Dataset entries:
----------------

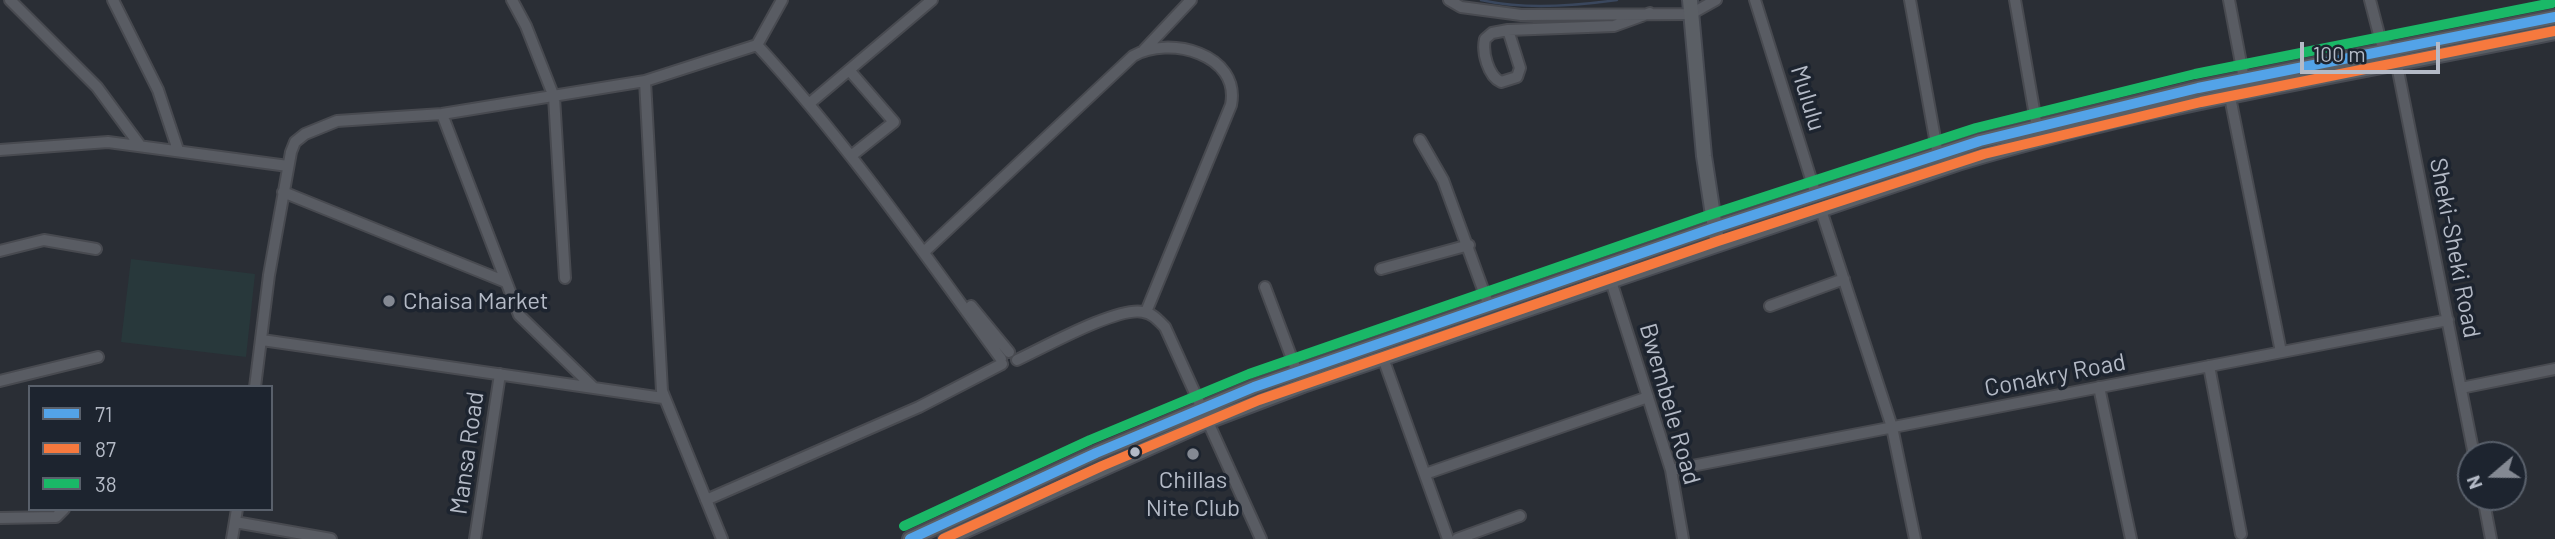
<!DOCTYPE html>
<html>
<head>
<meta charset="utf-8">
<style>
	body { margin:0 }
	#map { position:relative; width:2555px; height:539px; overflow:hidden; background:#2a2e35; font-family:Barlow,sans-serif }
	canvas { display:block }
	.legend { position:absolute; left:28px; top:385px; width:245px; height:126px; box-sizing:border-box; background:#1d242f; border:2px solid #59606b; margin:0; padding:9px 12px; list-style:none; font-size:21px; color:#b4bac6 }
	.legend li { display:flex; align-items:center; gap:14px; height:35px }
	.legend b { width:35px; border:2px solid #59606b }
	.north { position:absolute; left:2457px; top:441px; width:70px; height:70px; box-sizing:border-box; background:#1d242f; border:2px solid #59606b; border-radius:50%; rotate:250deg; font-size:19px; font-weight:700; line-height:28px; text-align:center; color:#b4bac6 }
	.north::after { content:''; display:block; margin:auto; width:24px; height:32px; background:#848993; clip-path:polygon(50% 0,100% 100%,50% 72%,0 100%) }
	.scale { position:absolute; left:2300px; top:42px; width:140px; height:32px; box-sizing:border-box; border:4px solid #b4bac6; border-top:0; padding-left:9px; font-size:21px; line-height:24px; white-space:nowrap; color:#b4bac6; -webkit-text-stroke:5px #1d242f; paint-order:stroke }
</style>
</head>
<body>
<div id="map">
<canvas width="2555" height="539"></canvas>
<ul class="legend">
<li><b style="height:9px;background:#53a3e8"></b>71</li>
<li><b style="height:9px;background:#f6793e"></b>87</li>
<li><b style="height:9px;background:#1ab867"></b>38</li>
</ul>
<div class="north">N</div>
<div class="scale">100 m</div>
</div>
<script>
const ctx = document.querySelector('canvas').getContext('2d');
ctx.lineJoin = 'round';
function fill(path, color) { ctx.fillStyle = color; ctx.fill(path, 'evenodd'); }
function stroke(path, color, width, dash) { ctx.strokeStyle = color; ctx.lineWidth = width; ctx.lineCap = dash ? 'butt' : 'round'; ctx.setLineDash(dash || []); ctx.stroke(path); }
function drawText(font, color, halo, rows, align = 'center') {
  ctx.font = font + ' Barlow,sans-serif'; ctx.lineWidth = 7; ctx.setLineDash([]); ctx.textBaseline = 'middle'; ctx.strokeStyle = halo; ctx.fillStyle = color; for (const [text, x, y, turn = 0] of rows) {
    ctx.save(); ctx.translate(x, y); ctx.rotate((+turn || 0) * Math.PI / 180); ctx.textAlign = isNaN(turn) ? turn : align; if (halo) ctx.strokeText(text, 0, 0); ctx.fillText(text, 0, 0); ctx.restore();
  }
}
fill(new Path2D(`
	M131,259L255,274L246,357L121,342Z`), '#28383b');
stroke(new Path2D(`
	M1481,0C1524,10 1574,6 1617,0`), '#3a475d', 2.5);
const minor = new Path2D(`
	M10,0L97,87L139,144
	M113,0L158,90L178,150
	M512,0L526,26L554,97L565,278
	M1449,0L1461,7L1521,15L1691,14L1716,0
	M1755,0L1816,195
	M1910,0L1938,155
	M2015,0L2038,133
	M2229,0L2244,79
	M2370,0L2381,42L2394,50L2474,455
	M1508,30L1614,26L1650,13
	M1508,30L1520,68L1517,77L1501,82C1488,76 1482,52 1485,39L1492,33Z
	M757,45L782,0
	M1144,50L1191,0
	M849,70L894,122L851,156
	M645,81L662,391L722,539
	M2230,97L2281,352
	M810,103L932,0
	M442,114L519,315L593,387
	M1420,140L1443,180L1489,306
	M0,150L108,142L288,166
	M283,192L506,282
	M1821,210L1892,427L1915,539
	M0,251L44,240L96,249
	M924,252L1133,56C1169,35 1241,54 1231,105L1146,312
	M1381,269L1469,245
	M1611,281L1671,470L1683,539
	M1265,287L1297,372
	M971,306L1009,352
	M1770,306L1844,279
	M262,340L663,398
	M1383,358L1448,539
	M1017,360C1043,348 1118,306 1143,312C1152,313 1158,320 1165,327L1261,539
	M2209,366L2241,534
	M0,381L98,357
	M255,387L269,275L291,152L295,142L305,134L337,121L442,114L645,81L757,45C847,143 923,252 1001,359
	M2099,387L2131,539
	M2461,388L2555,369
	M1671,470L2448,320
	M1425,474L1648,397
	M2483,497L2491,539
	M706,500L919,407L1002,364
	M0,518L56,517L64,509
	M235,522L331,539
	M232,539L237,509
	M475,539L500,374
	M1457,539L1520,516`);
const major = new Path2D(`
	M1690,0L1704,156L1716,235
	M910,539L1096,453L1254,387L1714,228L1980,141L2198,88L2555,17
	M946,539L1208,421L1303,385L1958,163C2153,104 2356,73 2555,32`);
stroke(minor, '#484a50', 14);
stroke(major, '#474a52', 18);
stroke(minor, '#595c63', 10);
stroke(major, '#5b5f65', 14);
stroke(new Path2D(`
	M910,539L1096,453L1254,387L1714,228L1980,141L2198,88L2555,17`), '#53a3e8', 10);
stroke(new Path2D(`
	M943,539L1102,466L1259,400L1718,241L1984,154L2201,102L2555,31`), '#f6793e', 10);
stroke(new Path2D(`
	M904,526L1090,440L1249,374L1709,215L1976,128L2195,74L2552,3`), '#1ab867', 10);
for (const [x, y, r, color] of [
	[389,301,7,"#848993"],
	[1135,452,6,"#b4bac6"],
	[1193,454,7,"#848993"]
]) { const dot = new Path2D(); dot.arc(x, y, r, 0, 2 * Math.PI); ctx.fillStyle = color; ctx.fill(dot); stroke(dot, '#1d242f', 2.5); }
drawText('24px', '#b4bac6', '#1d242f', [
	["Mululu",1808,98,73],
	["Sheki-Sheki Road",2455,248,79],
	["Conakry Road",2055,375,-11],
	["Bwembele Road",1670,404,74],
	["Mansa Road",467,453,-82]
]);
drawText('24px', '#b4bac6', '#1d242f', [
	["Chaisa Market",403,301],
	["Chillas",1193,480,"center"],
	["Nite Club",1193,508,"center"]
], 'left');
</script>
</body>
</html>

----------------

### Aim of the task
Begin at the line above that has "M1144,50L1191,0" and stop after the line that has "M706,500L919,407L1002,364", copying each line exactly and adding nothing else.

### Solution for this problem
	M1144,50L1191,0
	M849,70L894,122L851,156
	M645,81L662,391L722,539
	M2230,97L2281,352
	M810,103L932,0
	M442,114L519,315L593,387
	M1420,140L1443,180L1489,306
	M0,150L108,142L288,166
	M283,192L506,282
	M1821,210L1892,427L1915,539
	M0,251L44,240L96,249
	M924,252L1133,56C1169,35 1241,54 1231,105L1146,312
	M1381,269L1469,245
	M1611,281L1671,470L1683,539
	M1265,287L1297,372
	M971,306L1009,352
	M1770,306L1844,279
	M262,340L663,398
	M1383,358L1448,539
	M1017,360C1043,348 1118,306 1143,312C1152,313 1158,320 1165,327L1261,539
	M2209,366L2241,534
	M0,381L98,357
	M255,387L269,275L291,152L295,142L305,134L337,121L442,114L645,81L757,45C847,143 923,252 1001,359
	M2099,387L2131,539
	M2461,388L2555,369
	M1671,470L2448,320
	M1425,474L1648,397
	M2483,497L2491,539
	M706,500L919,407L1002,364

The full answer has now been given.